Quelle heureuse surprise que l’apparition de Jacques Demers en bordure de la patinoire, portant bien haut dans la main gauche le flambeau historique qui a inspiré tant de joueurs et d’entraîneurs dans l’épopée des 24 coupes Stanley du Canadien!

Le dernier entraîneur à l’avoir remportée au Canada est venu chercher peut-être la dernière ovation de sa vie quand il s’est avancé dans un fauteuil roulant poussé par un autre entraîneur, Michel Therrien, et qu’il a déposé le flambeau dans les mains du capitaine Max Pacioretty. Un geste qui peut être qualifié de porte-bonheur puisque le grand ailier gauche n’a mis que 23 secondes à ouvrir la marque.

Jusque-là, la remise symbolique du flambeau avait été faite annuellement par Jean Béliveau à Brian Gionta, par Ken Dryden à Carey Price, par Guy Lafleur à Daniel Brière et finalement, l’an dernier, par Guy Carbonneau à Pacioretty.

Dans son long parcours d’entraîneur, la coupe Stanley qu’il a remportée dans l’ancien Forum en 1993 est l’événement dont il a été le plus fier. Ça s’était passé dans sa cour, devant son public et devant tous les membres de sa famille qui ne cachaient pas leur immense fierté. Une partie de la famille l’a d’ailleurs accompagné au Centre Bell pour ce moment rempli d’émotion: sa femme Debbie, sa soeur Francine et son frère Michel. Sa soeur Claudette, qui lutte contre la maladie avec la même énergie affichée par Jacques quand il a mis la table pour la dernière coupe du Canadien, n’a pu être présente.

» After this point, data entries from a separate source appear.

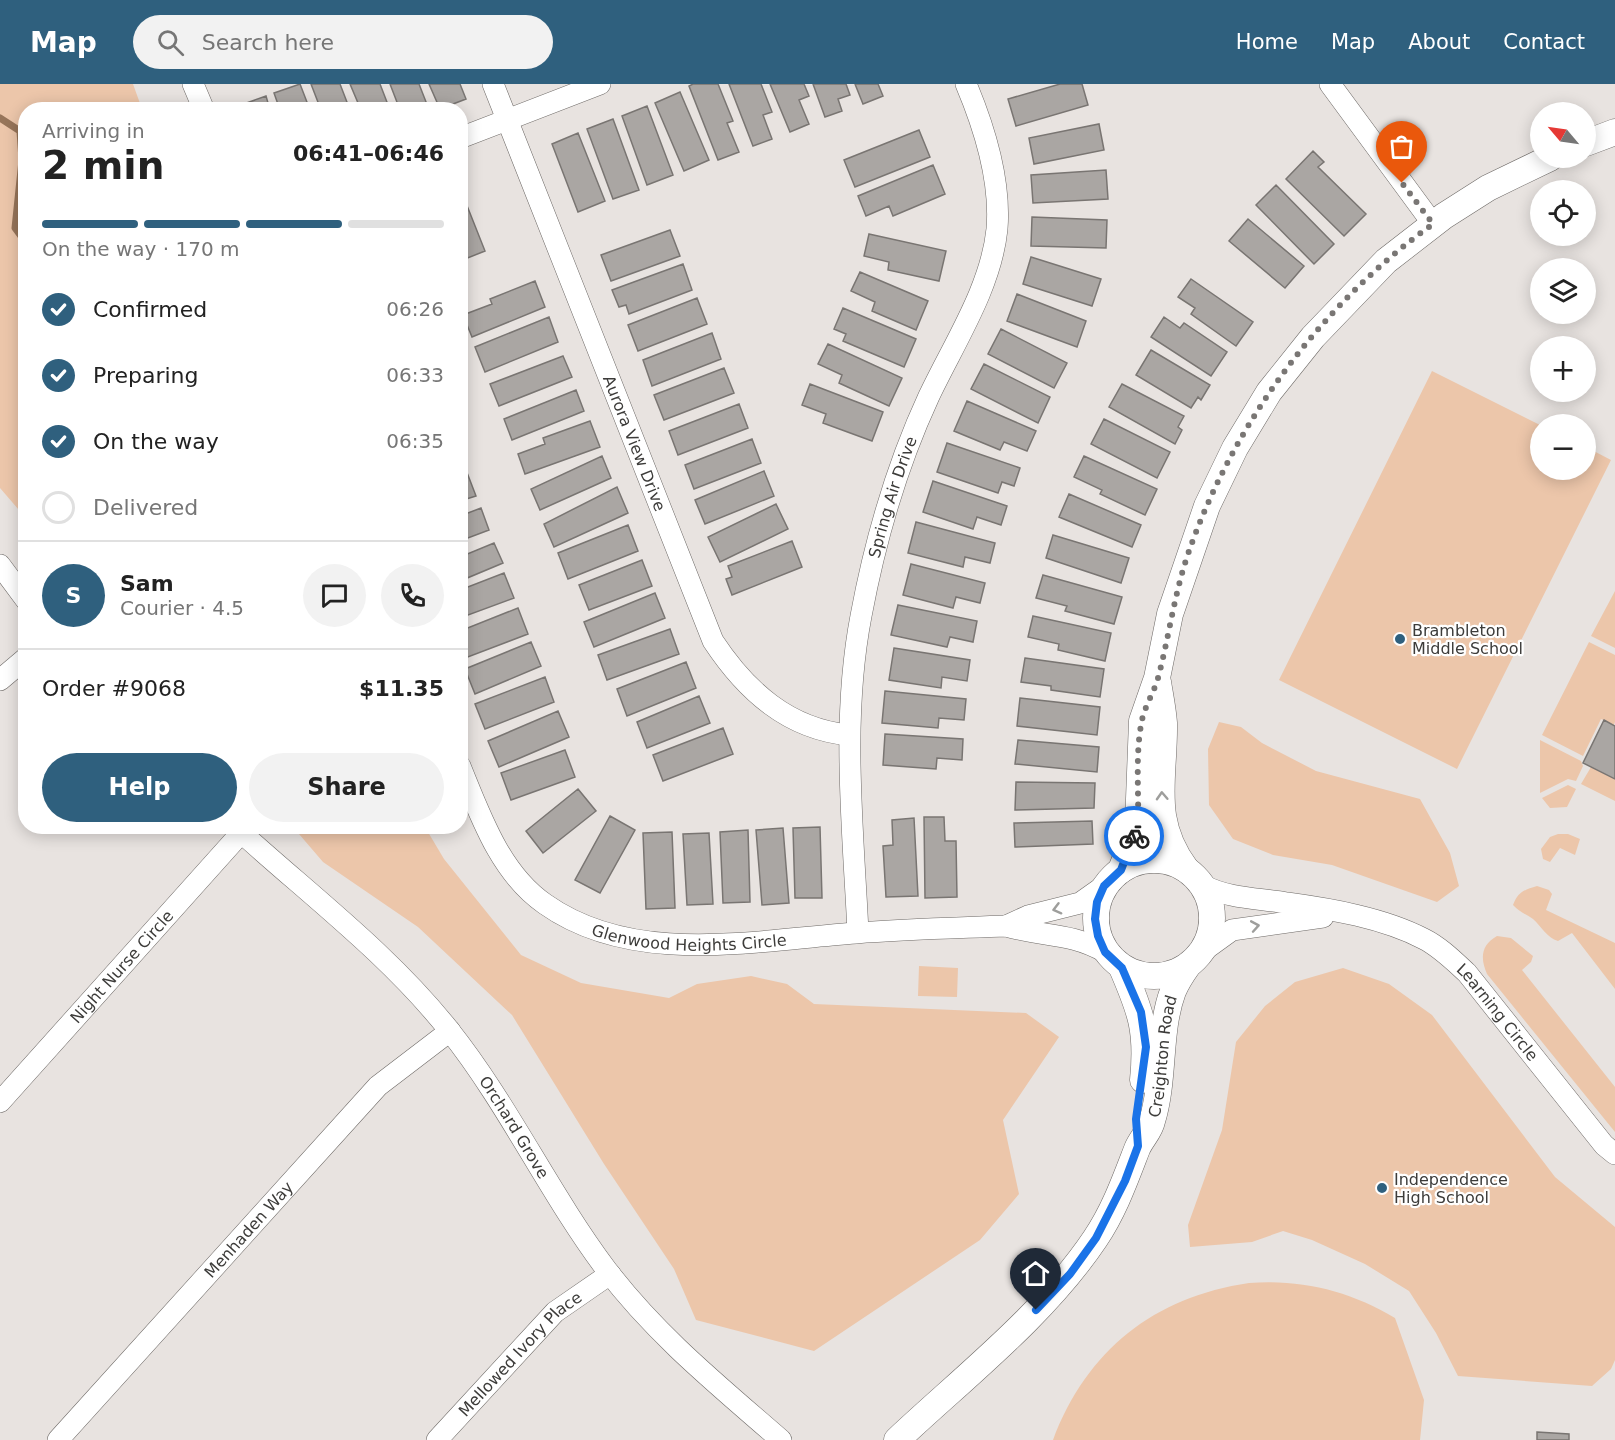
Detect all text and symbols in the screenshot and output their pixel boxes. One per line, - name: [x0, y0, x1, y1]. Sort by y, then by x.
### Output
- search box: [133, 15, 553, 69]
- text: Map: [30, 26, 97, 59]
- icon: search: [154, 26, 187, 59]
- text: Search here: [202, 30, 334, 55]
- text: Home: [1236, 30, 1298, 54]
- text: Map: [1331, 30, 1375, 54]
- text: About: [1408, 30, 1470, 54]
- text: Contact: [1503, 30, 1585, 54]
- north arrow: [1530, 102, 1596, 168]
- map controls: [1530, 102, 1596, 480]
- text: Arriving in: [42, 119, 145, 143]
- pin: [1376, 121, 1427, 183]
- icon: bag: [1385, 130, 1418, 163]
- text: 06:41–06:46: [293, 141, 444, 166]
- text: 2 min: [42, 143, 164, 188]
- button: locate: [1530, 180, 1596, 246]
- text: On the way · 170 m: [42, 237, 240, 261]
- button: layers: [1530, 258, 1596, 324]
- icon: check: [42, 293, 75, 326]
- text: Confirmed: [93, 297, 207, 322]
- text: 06:26: [386, 297, 444, 321]
- button: +: [1530, 336, 1596, 402]
- icon: check: [42, 359, 75, 392]
- text: Preparing: [93, 363, 199, 388]
- text: 06:33: [386, 363, 444, 387]
- street label: Aurora View Drive: [599, 373, 670, 514]
- button: −: [1530, 414, 1596, 480]
- icon: check: [42, 425, 75, 458]
- text: On the way: [93, 429, 219, 454]
- text: 06:35: [386, 429, 444, 453]
- street label: Spring Air Drive: [865, 434, 921, 560]
- text: Delivered: [93, 495, 198, 520]
- button: chat: [303, 564, 366, 627]
- button: phone: [381, 564, 444, 627]
- text: Sam: [120, 571, 174, 596]
- text: S: [66, 583, 81, 608]
- text: Courier · 4.5: [120, 596, 244, 620]
- place label: Brambleton Middle School: [1412, 621, 1523, 658]
- marker: Brambleton Middle School: [1393, 632, 1407, 646]
- text: Order #9068: [42, 676, 186, 701]
- text: $11.35: [359, 676, 444, 701]
- button: Help: [42, 753, 237, 822]
- button: Share: [249, 753, 444, 822]
- one-way arrow: [1155, 791, 1168, 800]
- courier: [1104, 806, 1164, 866]
- icon: bike: [1118, 820, 1151, 853]
- one-way arrow: [1052, 902, 1063, 914]
- street label: Night Nurse Circle: [66, 906, 177, 1027]
- street label: Glenwood Heights Circle: [589, 920, 787, 955]
- one-way arrow: [1249, 920, 1259, 933]
- street label: Learning Circle: [1453, 959, 1542, 1065]
- street label: Creighton Road: [1144, 993, 1181, 1120]
- street label: Orchard Grove: [475, 1073, 553, 1182]
- place label: Independence High School: [1394, 1170, 1508, 1207]
- street label: Menhaden Way: [201, 1178, 297, 1282]
- marker: Independence High School: [1375, 1181, 1389, 1195]
- pin: [1010, 1248, 1061, 1310]
- icon: home: [1019, 1257, 1052, 1290]
- street label: Mellowed Ivory Place: [455, 1288, 585, 1420]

La direction du Canadien nous a habitués à ce genre de surprise à l’occasion du match inaugural de la saison. Cette fois, elle s’est surpassée en permettant à l’ex-entraîneur de se retremper dans une véritable ambiance de hockey. C’est un moment qu’il n’oubliera jamais compte tenu des circonstances. Victime d’un AVC, il était détenteur de deux abonnements de saison qu’il utilisait pour lui-même quand il n’était pas en devoir à RDS, mais c’était la première fois qu’il s’approchait d’aussi près de la patinoire pour un match depuis qu’il a mis un terme à sa carrière derrière le banc.

Ils sont quelques-uns dans ce vestiaire à ne pas connaître encore la signification du flambeau. Les jeunes joueurs de l’équipe ne se souviennent pas de Demers et de son exploit vieux de 23 ans. Dans le vestiaire, on les a renseignés dans les deux cas avant que les joueurs prennent le chemin de la patinoire pour affronter les champions en titre dans la Ligue nationale.

Demers a toujours senti qu’il faisait partie de la famille du Canadien et c’est de cette façon qu’il a été traité. L’idée derrière cette invitation, qu’il n’aurait jamais cru possible, a été celle du propriétaire et président de l’organisation, Geoff Molson. Comme quoi on est allé beaucoup plus loin qu’une simple opération de marketing. On a probablement voulu éviter que la maladie le tienne à jamais à l’écart du Canadien.

Debbie savait depuis quelques semaines que l’invitation était sur la table si son mari était à l’aise de l’accepter. Elle a suggéré qu’on le laisse d’abord entrer au Panthéon des sports du Québec avant de lui en glisser un mot. C’aurait été trop d’émotion de lui faire part de ces deux grands hommages en même temps.

Le vice-président Donald Beauchamp a piloté le dossier avec la famille. Il en a discuté avec Jacques sur une base plus personnelle. Au cours des derniers jours, le président des Anciens Canadiens, Réjean Houle, a ficelé le déroulement de la soirée en tenant compte des exigences de la famille.

« Il était très heureux d’être là, mais sa venue au Centre Bell l’a rendu très nerveux », a admis sa femme.

Son sourire en disait long quand Pacioretty s’est avancé vers lui. On a toutefois oublié de le présenter, même si plus de 21 000 spectateurs savaient qui il était. Il y a eu un effet de surprise dans la foule. Depuis son intronisation au Panthéon des sports du Québec, Demers sait au moins qu’il n’a pas été oublié. La crainte de sombrer dans l’oubli est un aspect qui l’a souvent inquiété, encore davantage depuis qu’il n’est plus en mesure d’aller au-devant des gens.

Intérieurement, il est resté un entraîneur. Quand il prononçait des conférences  d’un bout à l’autre du pays, on avait l’habitude de lui demander comment il souhaitait être présenté. Monsieur le sénateur? L’Honorable sénateur? Monsieur Demers?

Sa réponse avait toujours été la même: « Appelez-moi coach ».

Il a assisté au match dans la loge privée de Geoff Molson en portant un regard attentif à tout ce qui se passait sur la patinoire. Comme à l’époque pas si lointaine de RDS.